Bilawal’s benevolence: Teen with copper overload gets help from government

PPP co-chairman says govt to pay about Rs2,500 a month for treatment.

SUKKUR:
Sometimes too much of a good thing works against you. This is the case of 16-year-old Allah Bachai who has the inherited Wilson’s disease in which her body’s tissues suffer from extremely high levels of copper.

Her life is in danger because her jaw has been paralysed and she can’t use her limbs properly any more.

Luckily, help is at hand. The co-chairman of the Pakistan Peoples Party, Bilawal Bhutto Zardari, heard about her on Express News and said that the government would pay for her treatment. It will cost about Rs2,000 to Rs2,500 per month for the rest of her life.

An eight-member team of doctors, headed by the medical superintendent of Chandka hospital, Dr Zulfiqar Sial, visited Kunbi Sandelo village on Sunday and took blood samples from the entire family.


Allah Bachai is the second eldest of eight of Mohammad Ameen Chinjni’s children. The same disease took the life of her 18-year-old brother, Mohammad Rafiq, last year. Chinjni took Rafiq to the Aga Khan Hospital in Karachi and sold all his property, buffaloes and gold to foot the medical bills. “Now my daughter is suffering from the same disease and I don’t have anything to sell in order to pay for her treatment,” Chinjni said.

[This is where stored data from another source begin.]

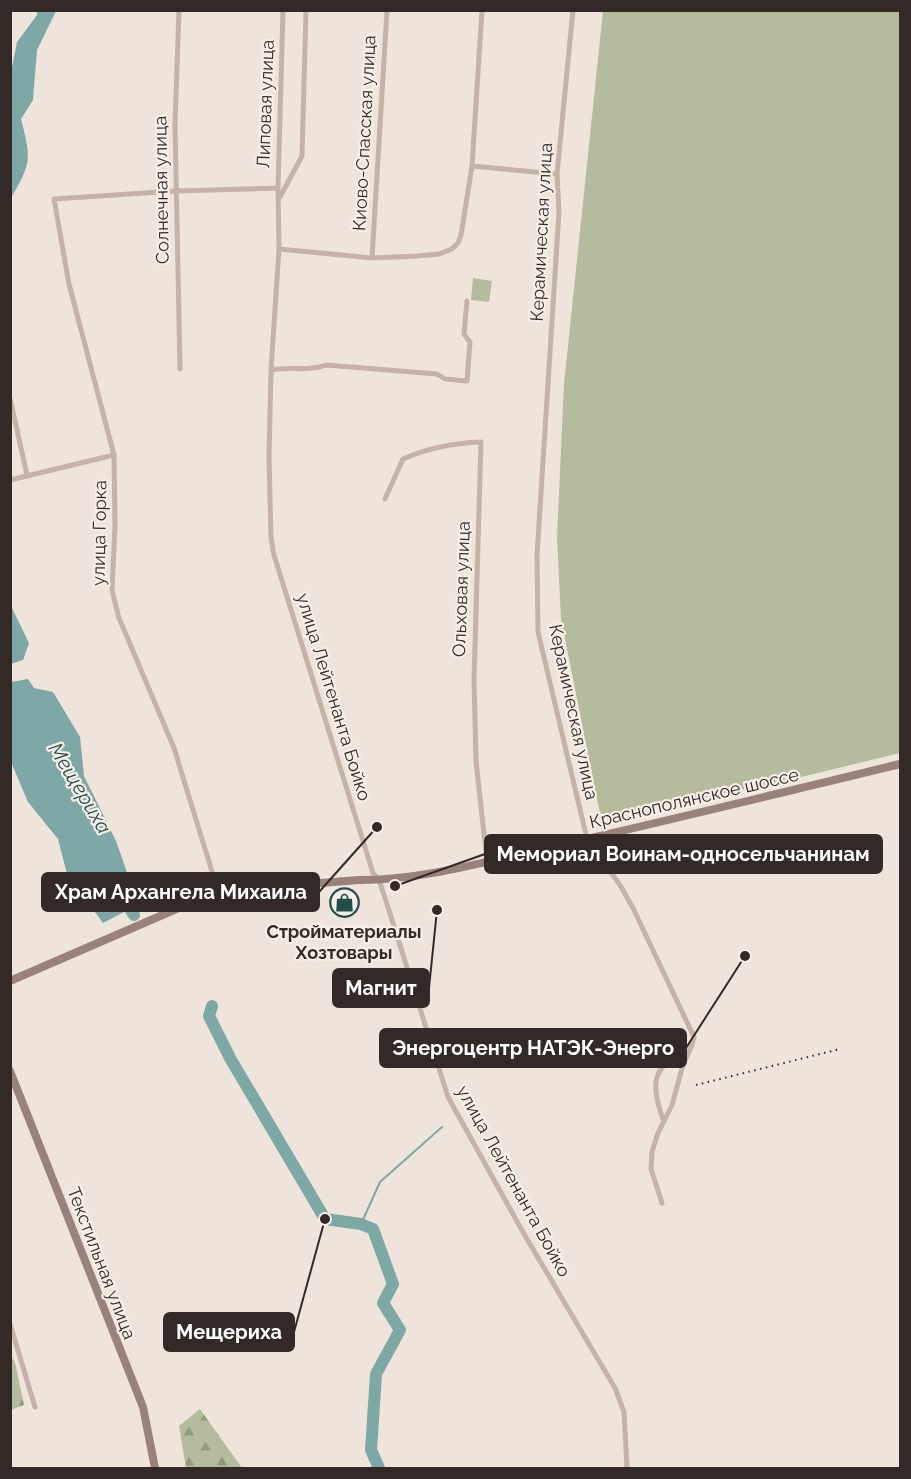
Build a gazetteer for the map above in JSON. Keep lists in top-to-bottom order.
{
  "streets": {
    "main road": ["Краснополянское шоссе", "Текстильная улица"],
    "street": [
      "Липовая улица",
      "Киово-Спасская улица",
      "Солнечная улица",
      "Керамическая улица",
      "улица Горка",
      "Ольховая улица",
      "улица Лейтенанта Бойко"
    ]
  },
  "crossings": [
    ["Липовая улица", "улица Лейтенанта Бойко"],
    ["Солнечная улица", "улица Горка"],
    ["Керамическая улица", "Краснополянское шоссе"],
    ["улица Горка", "Краснополянское шоссе"],
    ["Ольховая улица", "Краснополянское шоссе"],
    ["улица Лейтенанта Бойко", "Краснополянское шоссе"]
  ],
  "water": ["Мещериха"],
  "places": {
    "other": [
      "Храм Архангела Михаила",
      "Мемориал Воинам-односельчанинам",
      "Магнит",
      "Энергоцентр НАТЭК-Энерго",
      "Мещериха"
    ],
    "shop": ["Стройматериалы Хозтовары"]
  }
}
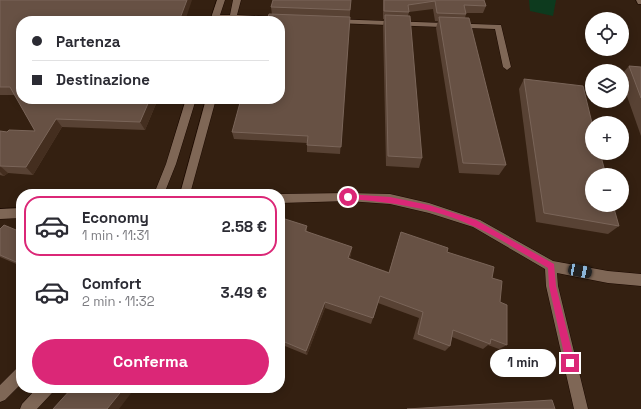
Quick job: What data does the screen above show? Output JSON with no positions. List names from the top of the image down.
{
  "page": {
    "map_buttons": ["+", "−"],
    "banner": ["Partenza", "Destinazione"],
    "list": [
      {
        "name": "Economy",
        "note": "1 min · 11:31",
        "value": "2.58 €"
      },
      {
        "name": "Comfort",
        "note": "2 min · 11:32",
        "value": "3.49 €"
      }
    ],
    "buttons": "Conferma",
    "bubble": "1 min"
  }
}
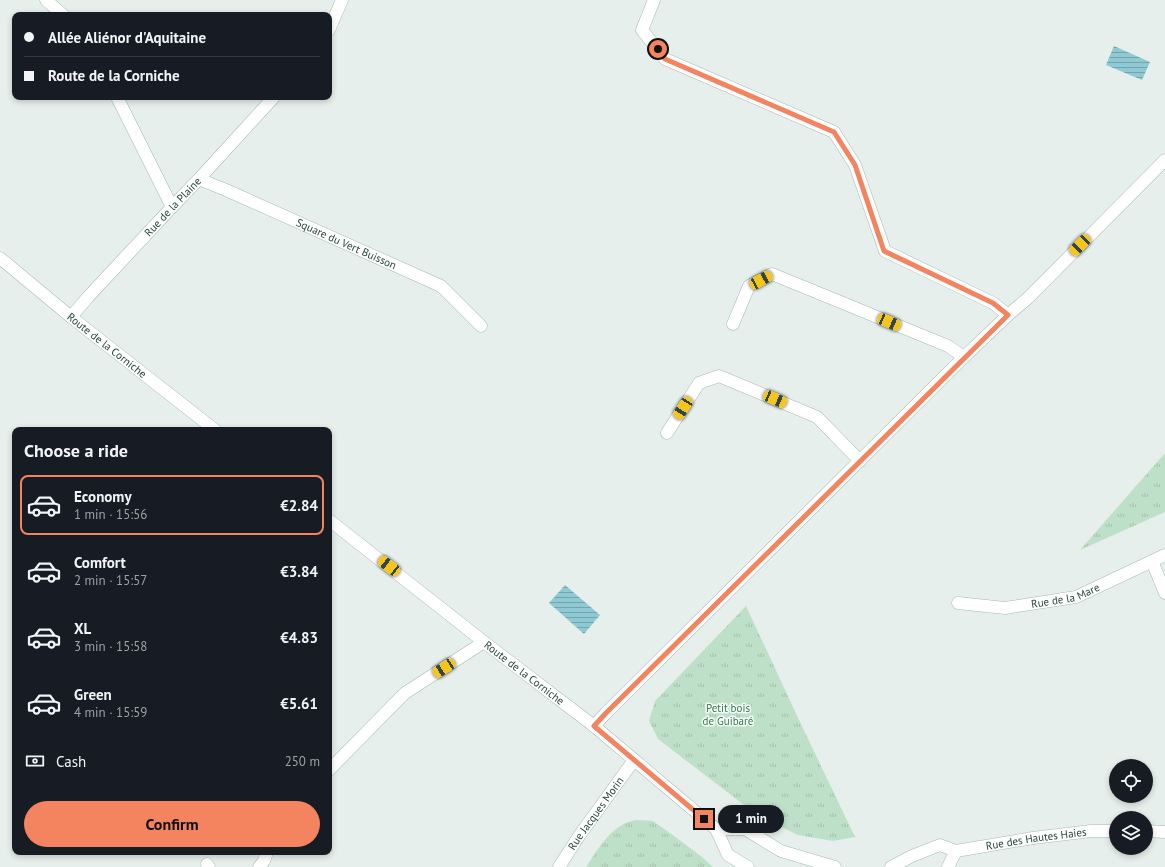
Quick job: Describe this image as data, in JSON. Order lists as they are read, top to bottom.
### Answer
{
  "streets": {
    "street": [
      "Rue de la Plaine",
      "Square du Vert Buisson",
      "Route de la Corniche",
      "Rue de la Mare",
      "Rue Jacques Morin",
      "Rue des Hautes Haies"
    ]
  },
  "crossings": [
    ["Rue de la Plaine", "Square du Vert Buisson"],
    ["Rue de la Plaine", "Route de la Corniche"],
    ["Route de la Corniche", "Rue Jacques Morin"]
  ],
  "parks": ["Petit bois de Guibaré"],
  "page": {
    "banner": ["Allée Aliénor d'Aquitaine", "Route de la Corniche"],
    "heading": "Choose a ride",
    "list": [
      {
        "name": "Economy",
        "note": "1 min · 15:56",
        "value": "€2.84"
      },
      {
        "name": "Comfort",
        "note": "2 min · 15:57",
        "value": "€3.84"
      },
      {
        "name": "XL",
        "note": "3 min · 15:58",
        "value": "€4.83"
      },
      {
        "name": "Green",
        "note": "4 min · 15:59",
        "value": "€5.61"
      }
    ],
    "pay": ["Cash", "250 m"],
    "buttons": "Confirm",
    "bubble": "1 min"
  }
}
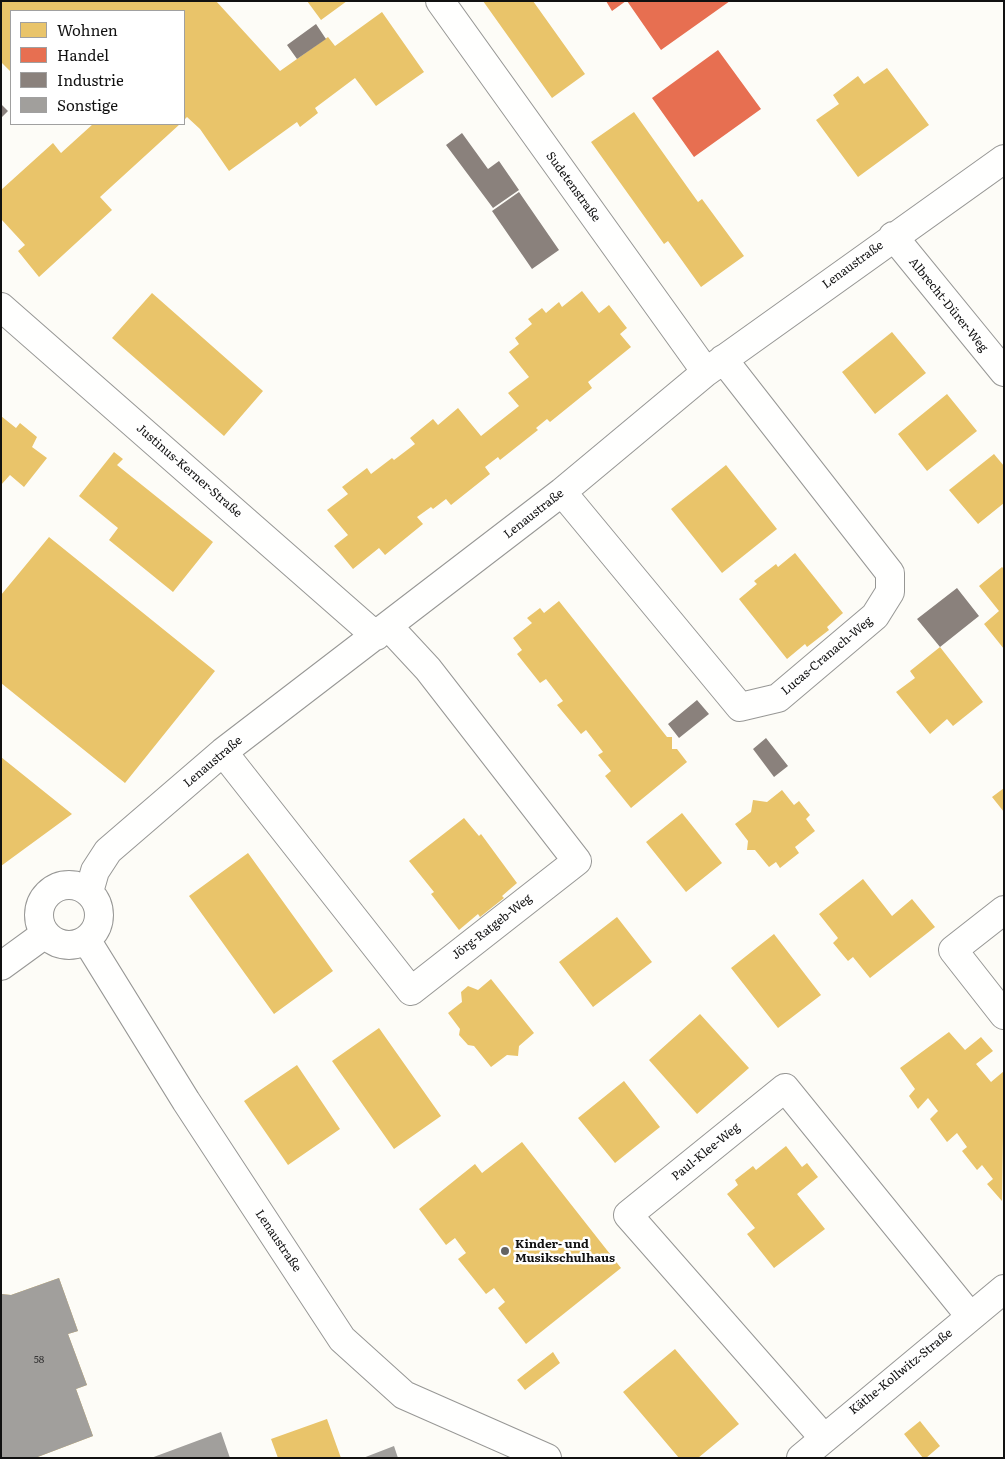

Allah Bachai has been admitted to Chandka hospital and is being treated under the supervision of the professor of medicine, Dr Hakim Abro. He told The Express Tribune that Allah Bachai was admitted last year and he treated her for two months, but then she did not return for a follow-up.

He explained that this disease is the result of inter-family marriages.

Dr Sial added that in Wilson’s disease the levels of copper in the body increase to the extent that it starts damaging the brain and liver. But it is curable if detected early. Unfortunately, in Allah Bachai’s case, the disease has already progressed to an advanced stage.

Published in The Express Tribune, December 19th, 2011.